10Results & Performance

Measured on an Apple M3 Pro (macOS 26.3, Rust 1.96, release)

11Lessons & Trade-offs

What worked

• Walking imports before constructing the Store. Rejecting at the door, with the offending import named in the error, is much more useful than a generic instantiation failure.
• Per-run watchdog instead of a global ticker. Precise deadlines, no idle thread, trivially testable.
• Two fences on the infinite loop. Shipping both fuel and time means the most common attack is stopped redundantly. That feels excessive on paper and is reassuring in production.
• Typed errors with the CLI mapping to exit codes. Makes it trivial to script around sandboxd in CI: a non-zero exit always tells you why.

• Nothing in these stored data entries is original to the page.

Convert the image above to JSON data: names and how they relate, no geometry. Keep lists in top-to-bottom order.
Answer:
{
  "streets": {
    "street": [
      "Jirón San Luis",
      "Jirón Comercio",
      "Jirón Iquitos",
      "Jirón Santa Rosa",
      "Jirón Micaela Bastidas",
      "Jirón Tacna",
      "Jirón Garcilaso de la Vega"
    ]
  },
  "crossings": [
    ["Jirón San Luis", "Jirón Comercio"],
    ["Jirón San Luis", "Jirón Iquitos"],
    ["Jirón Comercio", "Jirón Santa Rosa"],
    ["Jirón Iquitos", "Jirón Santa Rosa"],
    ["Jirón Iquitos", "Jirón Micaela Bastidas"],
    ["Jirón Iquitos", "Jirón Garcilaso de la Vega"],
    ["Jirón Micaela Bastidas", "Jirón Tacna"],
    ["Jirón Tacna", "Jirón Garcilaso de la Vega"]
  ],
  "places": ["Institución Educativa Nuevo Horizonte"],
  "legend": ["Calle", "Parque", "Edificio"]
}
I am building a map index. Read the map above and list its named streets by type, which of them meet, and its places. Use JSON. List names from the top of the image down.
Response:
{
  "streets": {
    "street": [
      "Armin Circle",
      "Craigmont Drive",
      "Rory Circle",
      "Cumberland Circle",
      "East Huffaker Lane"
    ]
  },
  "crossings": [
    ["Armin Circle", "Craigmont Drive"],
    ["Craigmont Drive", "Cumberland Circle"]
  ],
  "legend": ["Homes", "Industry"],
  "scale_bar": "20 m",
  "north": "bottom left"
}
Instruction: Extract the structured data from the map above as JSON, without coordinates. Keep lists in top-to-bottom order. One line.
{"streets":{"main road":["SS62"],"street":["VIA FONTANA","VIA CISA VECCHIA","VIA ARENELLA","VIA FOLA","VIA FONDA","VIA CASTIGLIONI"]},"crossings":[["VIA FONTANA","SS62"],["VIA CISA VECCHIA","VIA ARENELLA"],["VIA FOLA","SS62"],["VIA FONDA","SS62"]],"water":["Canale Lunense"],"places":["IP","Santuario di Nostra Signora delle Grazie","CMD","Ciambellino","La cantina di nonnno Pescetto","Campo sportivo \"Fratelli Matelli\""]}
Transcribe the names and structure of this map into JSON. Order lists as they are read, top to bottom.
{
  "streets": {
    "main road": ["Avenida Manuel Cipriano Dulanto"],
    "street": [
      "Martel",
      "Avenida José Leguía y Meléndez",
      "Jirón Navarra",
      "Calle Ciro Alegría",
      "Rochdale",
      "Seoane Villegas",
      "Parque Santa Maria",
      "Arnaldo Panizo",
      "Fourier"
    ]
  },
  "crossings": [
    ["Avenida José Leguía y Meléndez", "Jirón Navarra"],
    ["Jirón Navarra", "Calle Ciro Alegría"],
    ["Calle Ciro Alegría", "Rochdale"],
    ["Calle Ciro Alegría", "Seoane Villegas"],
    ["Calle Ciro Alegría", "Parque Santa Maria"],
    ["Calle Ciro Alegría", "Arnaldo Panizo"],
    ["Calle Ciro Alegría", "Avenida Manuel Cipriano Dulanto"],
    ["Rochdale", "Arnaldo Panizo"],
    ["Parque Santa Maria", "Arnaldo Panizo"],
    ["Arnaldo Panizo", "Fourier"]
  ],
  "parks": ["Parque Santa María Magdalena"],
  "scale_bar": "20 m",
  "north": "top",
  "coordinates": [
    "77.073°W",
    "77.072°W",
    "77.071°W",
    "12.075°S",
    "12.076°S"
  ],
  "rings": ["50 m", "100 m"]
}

What I got wrong on first pass

• Initially conflated MemoryLimitExceeded with Trap. When memory.grow is refused, the guest sees -1 and may execute an unreachable, which traps. Without checking growth_was_denied first, that reported as a generic Trap, which hid the real cause. Mapping memory cap breaches before generic traps fixed it.
• First watchdog used a shared global ticker thread. Simple to write, gave coarse timing, and held a thread forever even when no run was active. Replacing it with a per-run thread cost one spawn per call and removed all the failure modes.
• Initial CLI returned exit code 1 for every error. Made it useless to script against. Per-variant exit codes (2/3/4/5) and a printed error name on stderr made the CLI compose with the rest of a pipeline.

Trade-offs I accept

• Cold start is dominated by compile. Embedders that care should cache compiled Modules; sandboxd does not pretend to solve this for them yet.
• No defence against side channels. Out of scope. If you need that, use machine isolation.
• Soundness rests on wasmtime. Any sandbox built on someone else’s runtime inherits that runtime’s assumptions. Keep it current and report bugs upstream.

12Conclusion

sandboxd demonstrates that a credible WebAssembly sandbox for untrusted code is small. Three independent fences (fuel, time, memory), one audited host capability (host::log), six items on the public API, one file for the host boundary. The hard work is not the volume of code; the hard work is being honest about what is and is not in scope, and deciding to ship fewer features by default than the runtime allows.

If your guest is a small computation, your latency budget is tight, and your trust surface needs to be auditable in full, sandboxd is the right shape. If your guest is a full distribution or needs WASI, it is not, and the whitepaper says so up front so you can decide before you adopt it. The project will gain a monotonic clock and a seeded RNG as additional audited capabilities; it will not gain WASI, a package format, or a network. The scope stays small.

AConfiguration

Limits struct

CLI flags (src/main.rs)

Exit codes

BProduction Checklist

• Pin the wasmtime version in Cargo.toml and update on a schedule; an escape there is an escape here.
• Subscribe to wasmtime security advisories. The BytecodeAlliance publishes them on the wasmtime repo.
• Size limits from one observed run. Run a representative input, read fuel_consumed from RunOutput, set production fuel to a small multiple of that.
• Cache the compiled Module if you re-run the same bytes. Compile dominates cold-start cost; the Module is immutable and safe to share across runs.
• Audit every additional host capability you add. Use host::log as the reference: validate every argument, never hand the guest a host pointer, bounds-check every read from guest memory.
• Quota and rate-limit at the embedder layer. sandboxd bounds a single call; runaway call rates are your problem.
• Log the SandboxError variant per failed run. The variant is the signal you need to bill, retry, or ban; the message is for humans.
• Treat the host boundary as part of your security review surface. It is one file (src/host.rs) plus whatever you add. Keep it that small.